= Monte Xanic =

Mexican winery

Monte Xanic is Mexico's first boutique winery. Located in the Valle de Guadalupe, it was founded by five partners with the aim of making the best wine possible in the country. Despite economic and cultural challenges, the winery started a revolution in Mexican wine making. It has been credited with establishing the current status of the Valle de Guadalupe for wine, both in Mexico and abroad.

==History==
Monte Xanic is located in the Valle de Guadalupe, which has a spotty history related to wine making. Grapes and wine making were introduced here by the Jesuits to make sacramental wine, but in 1595, Spanish authorities forbade the planting of grapes and ordered the destruction of vineyards to protect Spanish winemaking.
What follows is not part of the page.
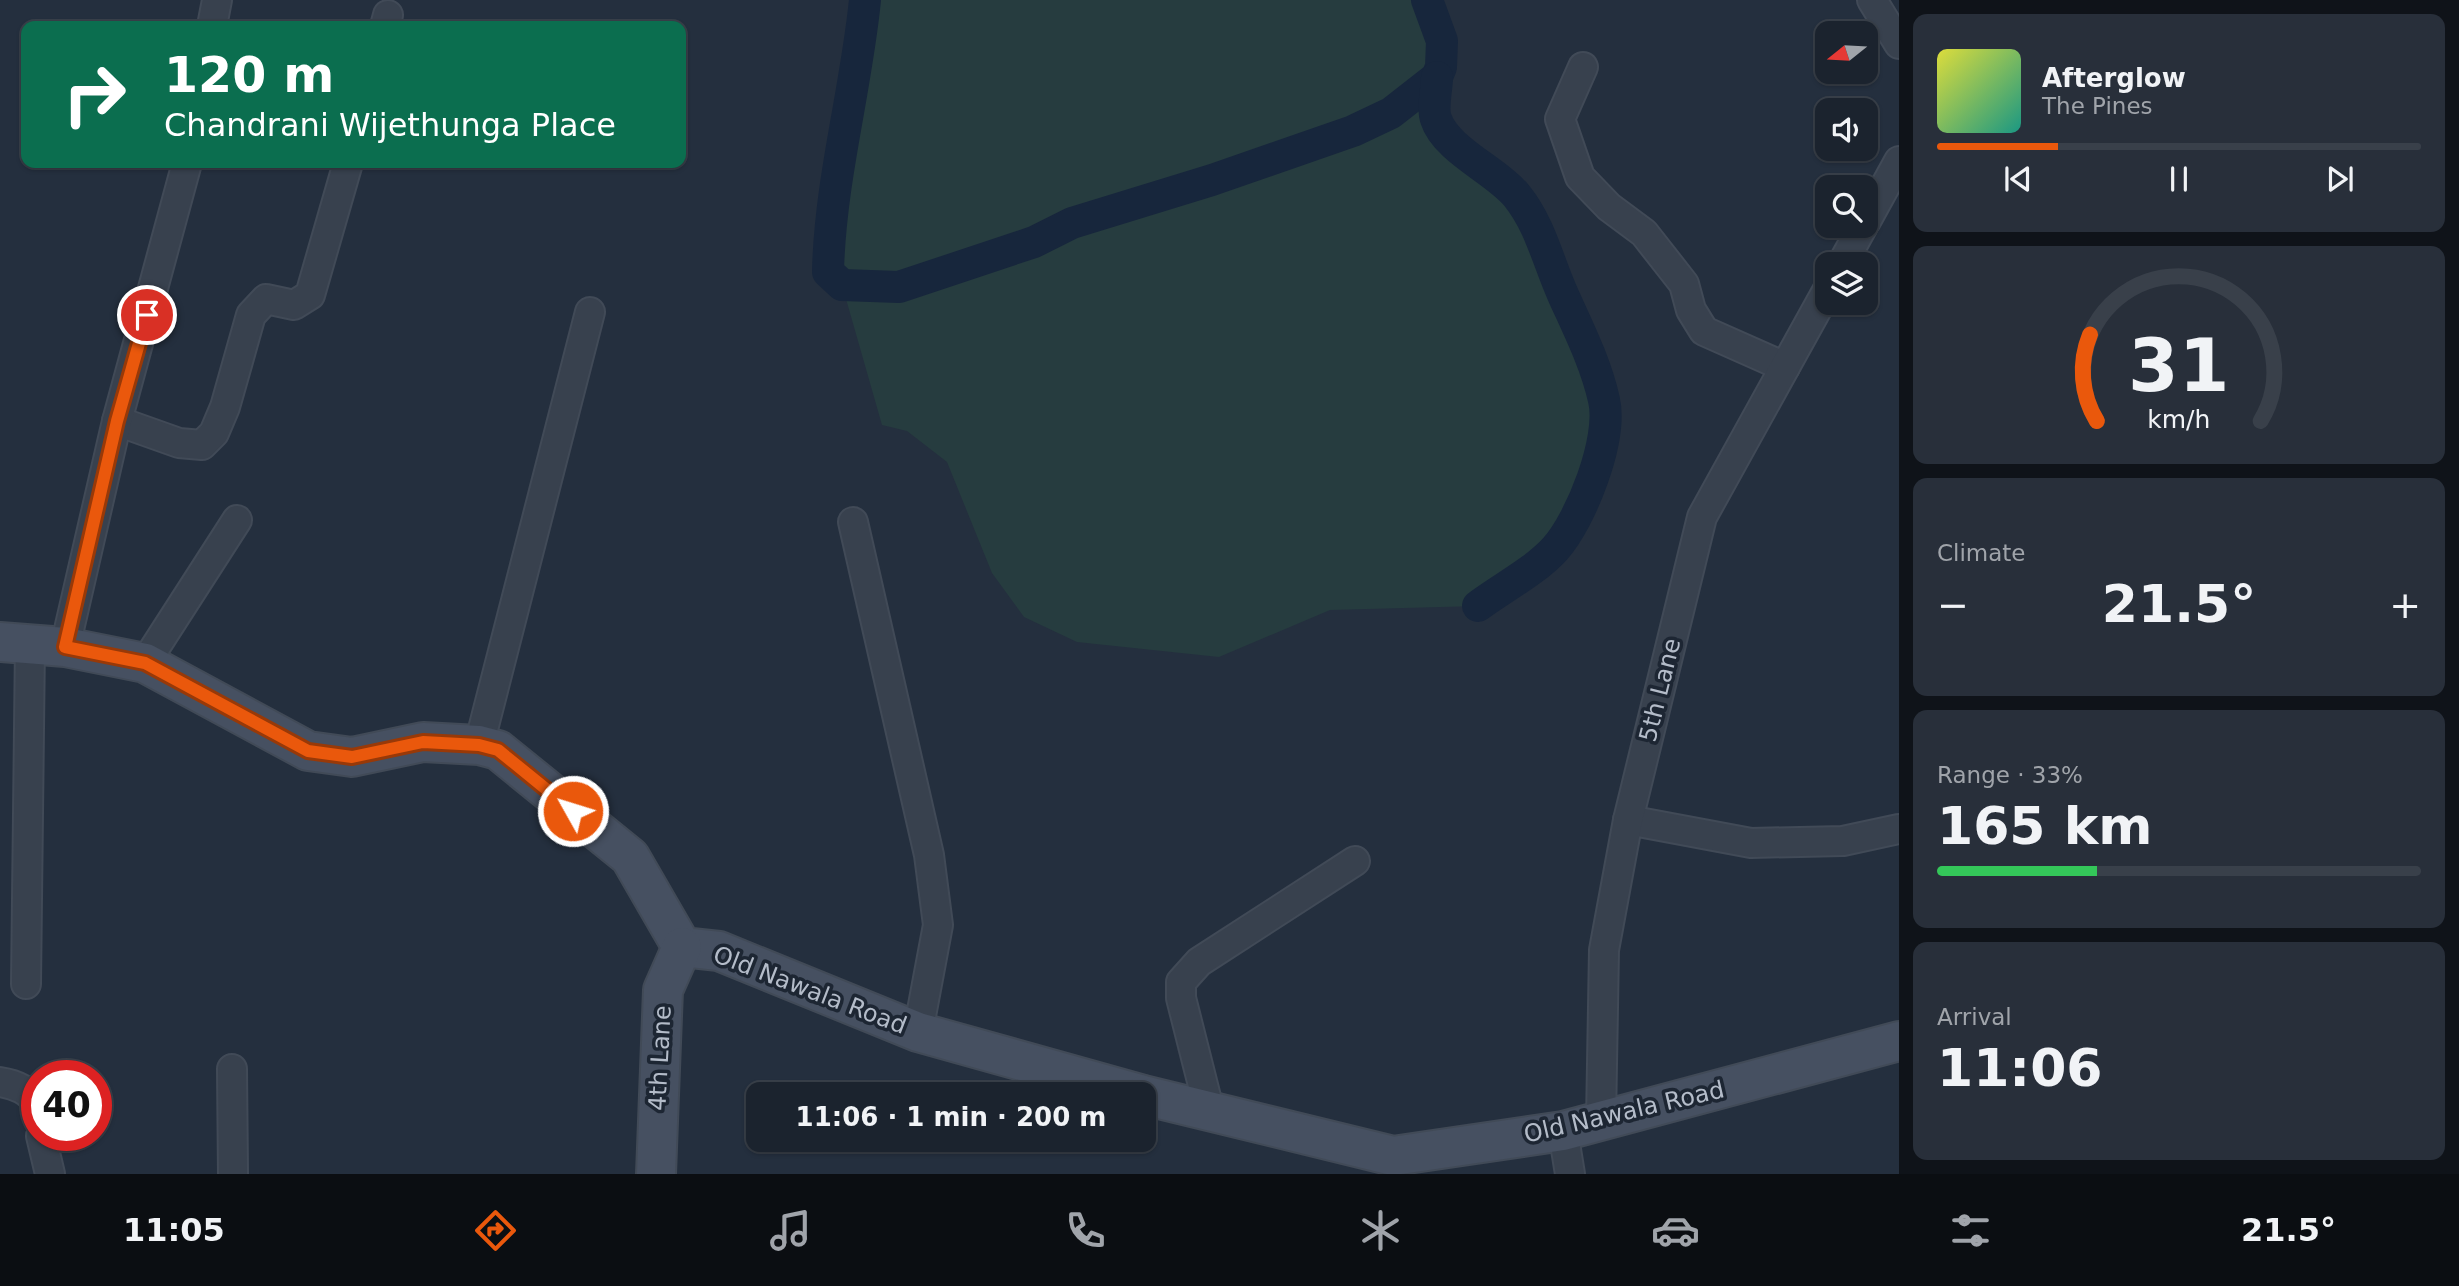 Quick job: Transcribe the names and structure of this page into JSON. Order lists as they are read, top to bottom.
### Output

This set winemaking in Mexico back centuries, but it was not completely eradicated in Baja California due to its distance from colonial authorities. Large scale production began again in the late 19th century and into the 20th with Russian immigrants.
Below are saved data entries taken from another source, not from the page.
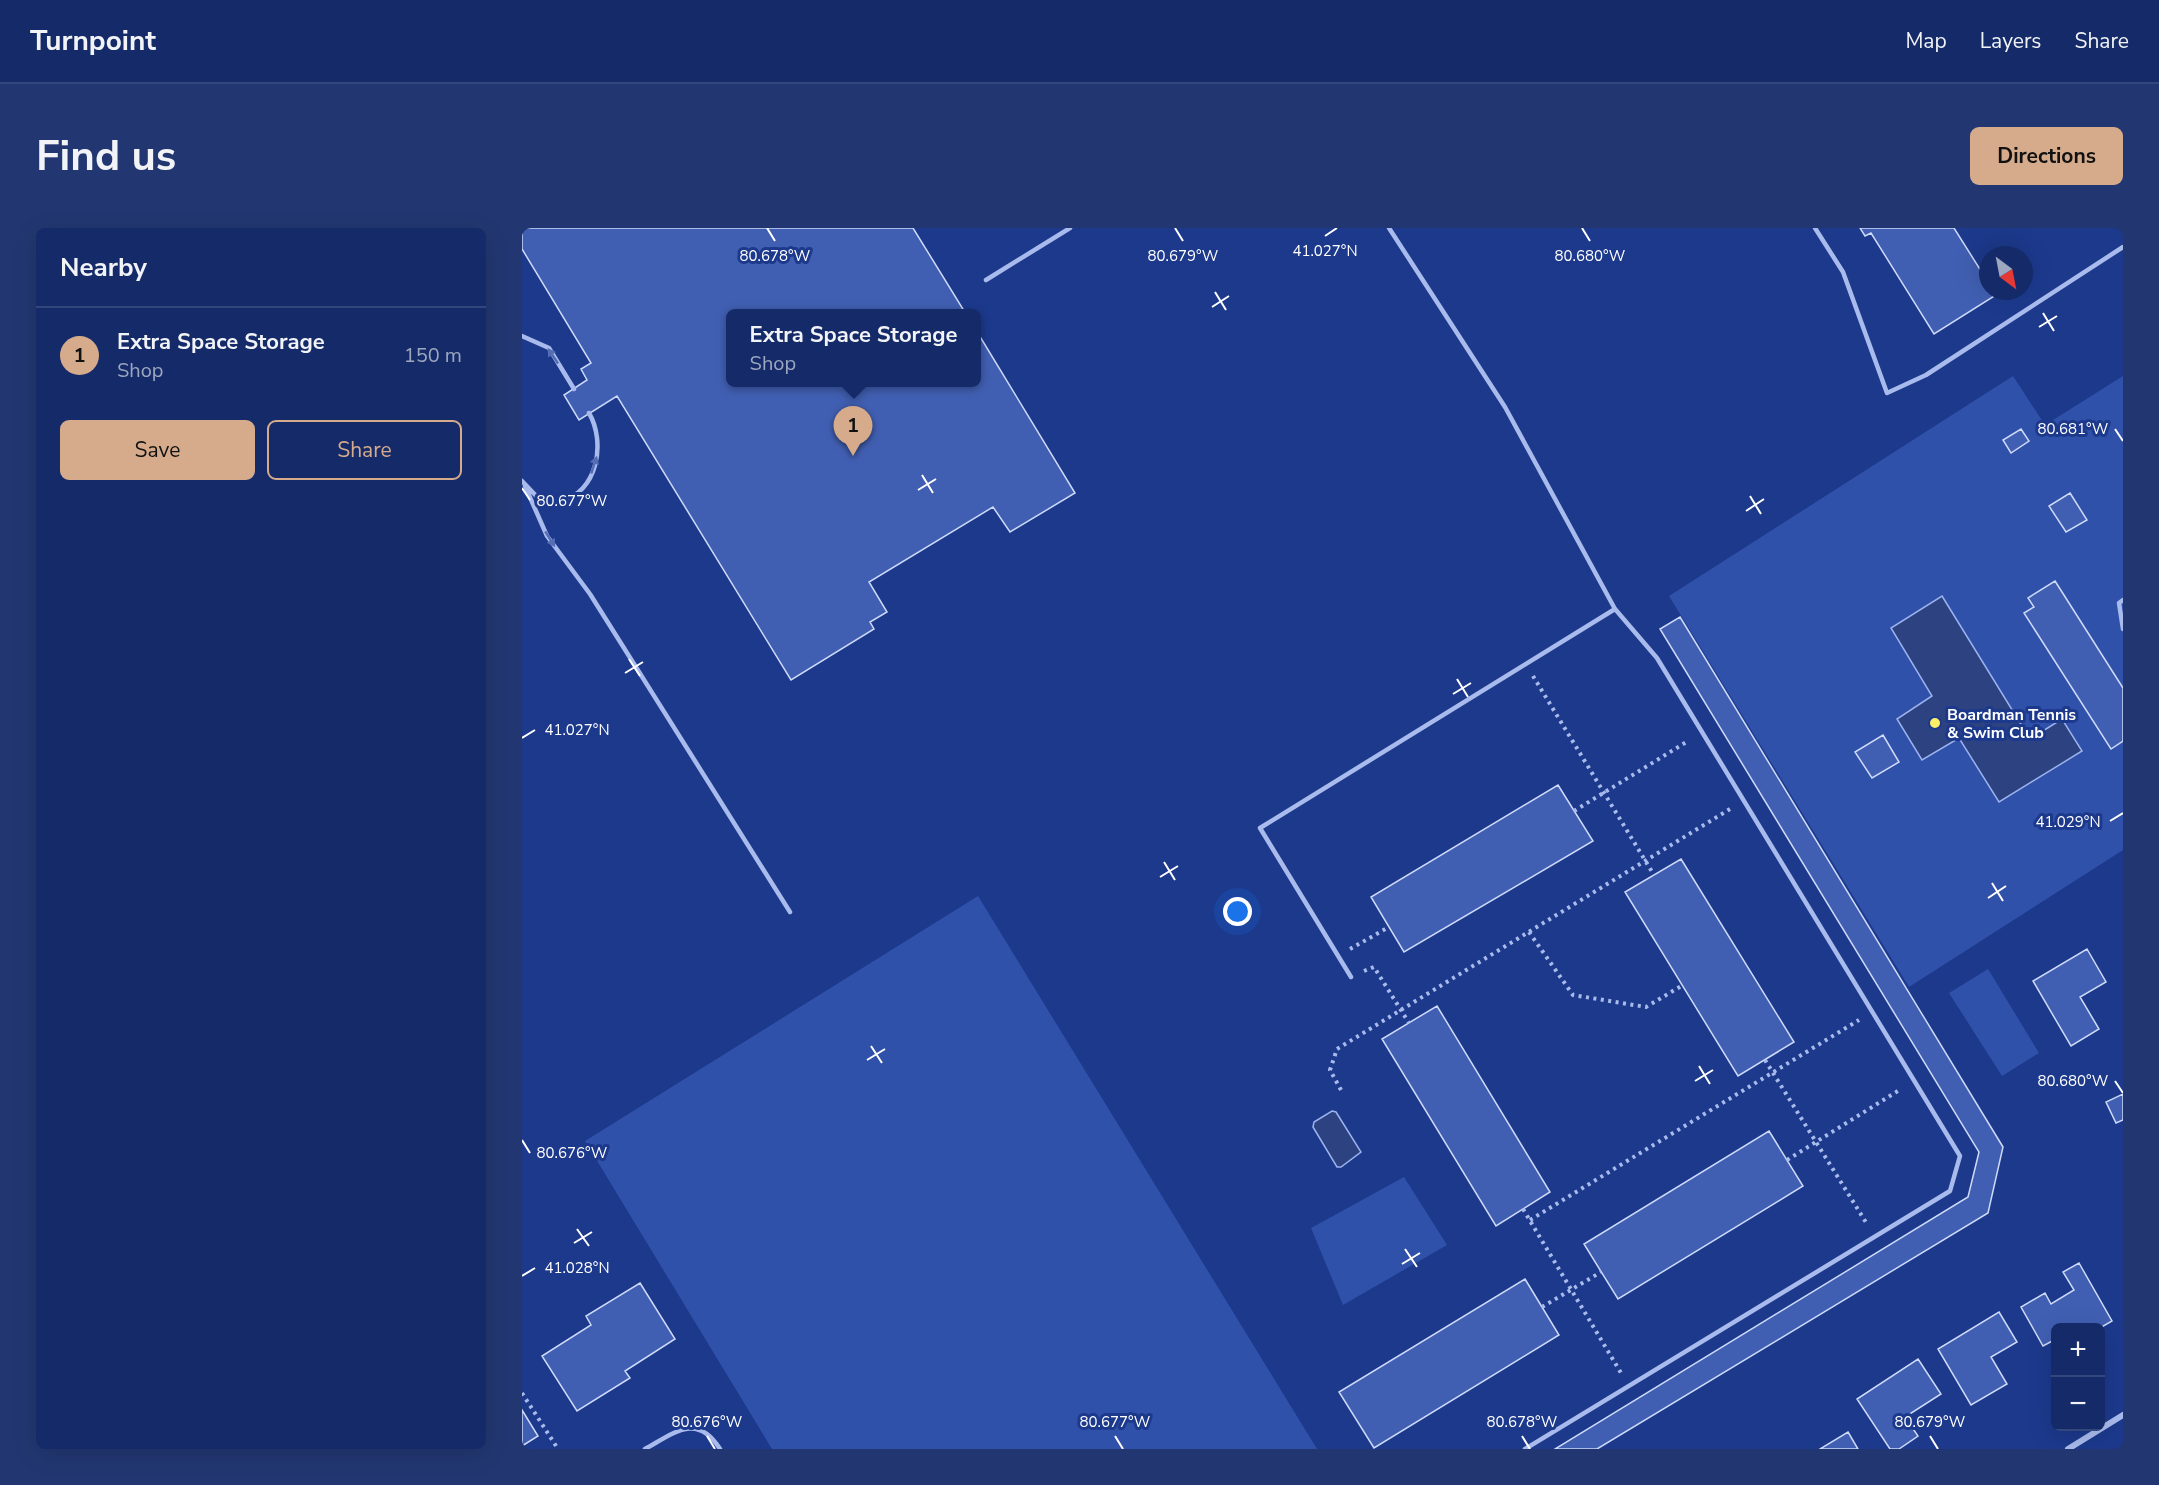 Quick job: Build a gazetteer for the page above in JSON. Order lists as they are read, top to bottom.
{
  "places": ["Boardman Tennis & Swim Club"],
  "north": "bottom right",
  "page": {
    "header": "Turnpoint",
    "nav": ["Map", "Layers", "Share"],
    "buttons": [
      "Directions",
      ["Save", "Share"]
    ],
    "title": "Find us",
    "heading": "Nearby",
    "list": [
      {
        "mark": "1",
        "name": "Extra Space Storage",
        "note": "Shop",
        "value": "150 m"
      }
    ],
    "popup": ["Extra Space Storage", "Shop"],
    "pins": "1",
    "map_buttons": ["+", "−"]
  },
  "coordinates": [
    "41.027°N",
    "80.678°W",
    "80.679°W",
    "80.680°W",
    "80.681°W",
    "80.677°W",
    "41.029°N",
    "80.676°W",
    "41.028°N"
  ]
}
Wine making continued but nothing of premium quality. In 1987, Monte Xanic was founded as Mexico's first boutique winery with the goal of making the best wine possible, regardless of cost. It was started by five men Hans Backoff, Manuel Castro, Tomas Fernandez, Eric Hagsater and Ricardo Hojel with the idea of producing only 10,000 cases per year. The name Xanic was that of the daughter of Hagsater, which means “flower that blooms after the first rain” in the Cora language.

It was a risky move as the country had just opened to foreign wines and other small wineries were going out of business. In 1987, the Mexican wine industry was heavily affected by a legal ruling that opened the country to foreign wines. Small wineries could not compete, especially since Mexican wine consumers assumed foreign products were superior and doubted the country could even make decent wine. Wines from Spain, France, Chile, Argentina and the United States dominated. In the mid 1980s only major wineries such as L.A. Cetto and Domecq were surviving. These mass-produced wines of only average quality. Add to this that Mexico before the 1980s had a tradition of toasting occasions with distilled spirits, beer and even soft drinks rather than wine.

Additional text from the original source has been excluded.